▸ EXERCISE GOAL: Print the data exactly. Omit the pictures.

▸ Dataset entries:
◆ ◆ ◆

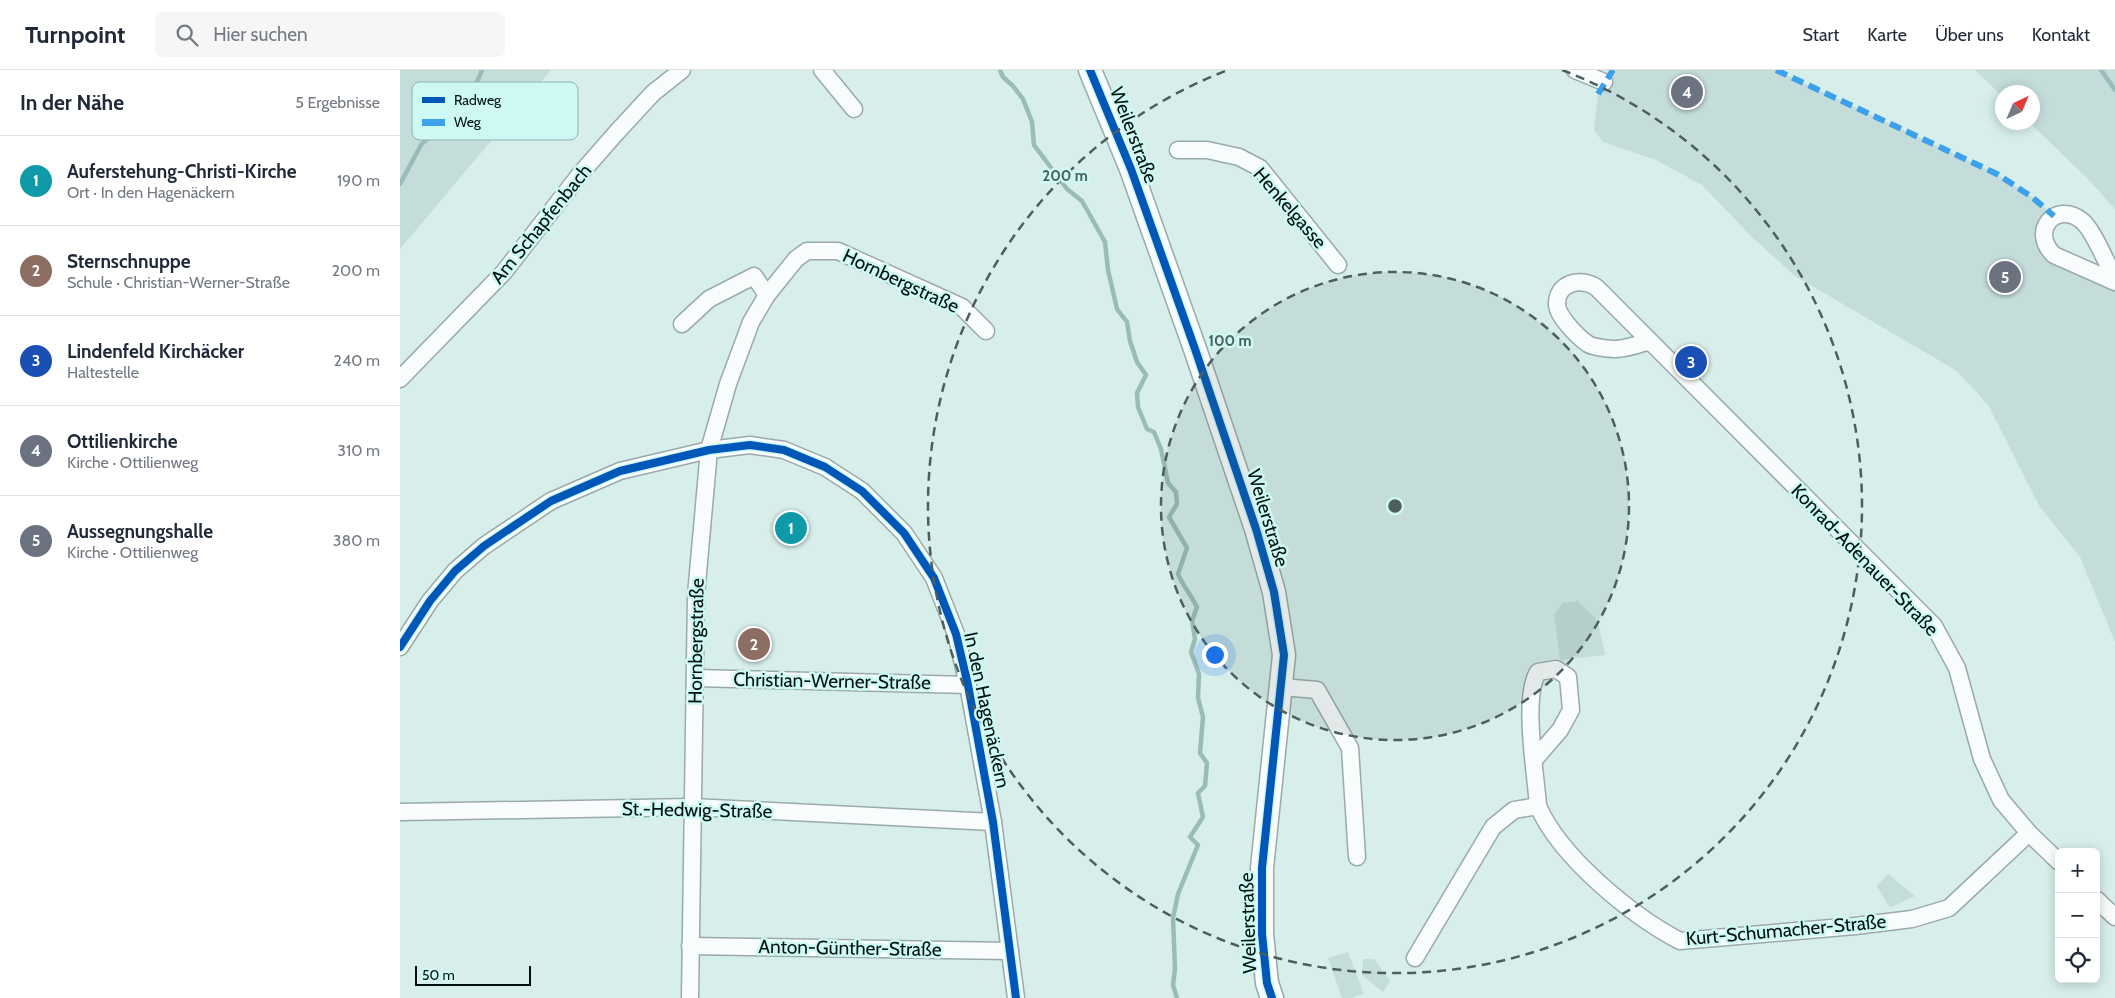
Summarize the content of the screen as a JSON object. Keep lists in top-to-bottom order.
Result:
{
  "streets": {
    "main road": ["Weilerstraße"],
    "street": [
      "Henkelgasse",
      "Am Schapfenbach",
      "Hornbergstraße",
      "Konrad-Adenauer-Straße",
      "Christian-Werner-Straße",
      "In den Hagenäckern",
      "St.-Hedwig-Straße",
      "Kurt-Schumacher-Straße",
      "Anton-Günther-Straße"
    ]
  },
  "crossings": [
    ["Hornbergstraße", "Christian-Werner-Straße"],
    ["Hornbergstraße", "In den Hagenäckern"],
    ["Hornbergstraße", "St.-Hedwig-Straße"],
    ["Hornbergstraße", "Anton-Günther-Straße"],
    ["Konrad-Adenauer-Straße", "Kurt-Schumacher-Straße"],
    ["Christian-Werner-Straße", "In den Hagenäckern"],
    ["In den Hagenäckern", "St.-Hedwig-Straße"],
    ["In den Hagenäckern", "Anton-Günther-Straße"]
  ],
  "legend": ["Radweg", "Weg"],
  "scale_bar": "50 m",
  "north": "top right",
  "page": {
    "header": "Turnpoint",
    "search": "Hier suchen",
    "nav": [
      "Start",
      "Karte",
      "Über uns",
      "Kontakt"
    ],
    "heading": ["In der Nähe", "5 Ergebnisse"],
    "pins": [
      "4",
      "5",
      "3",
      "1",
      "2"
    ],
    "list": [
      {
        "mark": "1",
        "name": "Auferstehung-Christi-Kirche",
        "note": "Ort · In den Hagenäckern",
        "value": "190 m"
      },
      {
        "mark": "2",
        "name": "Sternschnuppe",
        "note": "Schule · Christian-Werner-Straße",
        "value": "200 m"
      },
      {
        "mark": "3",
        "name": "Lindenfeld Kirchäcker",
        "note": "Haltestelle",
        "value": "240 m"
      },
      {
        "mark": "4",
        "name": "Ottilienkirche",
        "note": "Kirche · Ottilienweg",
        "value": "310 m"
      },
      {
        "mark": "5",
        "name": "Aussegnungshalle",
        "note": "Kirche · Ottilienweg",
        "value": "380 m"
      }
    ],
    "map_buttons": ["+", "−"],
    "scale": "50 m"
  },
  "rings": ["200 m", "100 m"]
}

◆ ◆ ◆

▸ RESULT OF THIS TASK:
Summarize the content of the screen as a JSON object. Keep lists in top-to-bottom order.
Result:
{
  "streets": {
    "main road": ["Weilerstraße"],
    "street": [
      "Henkelgasse",
      "Am Schapfenbach",
      "Hornbergstraße",
      "Konrad-Adenauer-Straße",
      "Christian-Werner-Straße",
      "In den Hagenäckern",
      "St.-Hedwig-Straße",
      "Kurt-Schumacher-Straße",
      "Anton-Günther-Straße"
    ]
  },
  "crossings": [
    ["Hornbergstraße", "Christian-Werner-Straße"],
    ["Hornbergstraße", "In den Hagenäckern"],
    ["Hornbergstraße", "St.-Hedwig-Straße"],
    ["Hornbergstraße", "Anton-Günther-Straße"],
    ["Konrad-Adenauer-Straße", "Kurt-Schumacher-Straße"],
    ["Christian-Werner-Straße", "In den Hagenäckern"],
    ["In den Hagenäckern", "St.-Hedwig-Straße"],
    ["In den Hagenäckern", "Anton-Günther-Straße"]
  ],
  "legend": ["Radweg", "Weg"],
  "scale_bar": "50 m",
  "north": "top right",
  "page": {
    "header": "Turnpoint",
    "search": "Hier suchen",
    "nav": [
      "Start",
      "Karte",
      "Über uns",
      "Kontakt"
    ],
    "heading": ["In der Nähe", "5 Ergebnisse"],
    "pins": [
      "4",
      "5",
      "3",
      "1",
      "2"
    ],
    "list": [
      {
        "mark": "1",
        "name": "Auferstehung-Christi-Kirche",
        "note": "Ort · In den Hagenäckern",
        "value": "190 m"
      },
      {
        "mark": "2",
        "name": "Sternschnuppe",
        "note": "Schule · Christian-Werner-Straße",
        "value": "200 m"
      },
      {
        "mark": "3",
        "name": "Lindenfeld Kirchäcker",
        "note": "Haltestelle",
        "value": "240 m"
      },
      {
        "mark": "4",
        "name": "Ottilienkirche",
        "note": "Kirche · Ottilienweg",
        "value": "310 m"
      },
      {
        "mark": "5",
        "name": "Aussegnungshalle",
        "note": "Kirche · Ottilienweg",
        "value": "380 m"
      }
    ],
    "map_buttons": ["+", "−"],
    "scale": "50 m"
  },
  "rings": ["200 m", "100 m"]
}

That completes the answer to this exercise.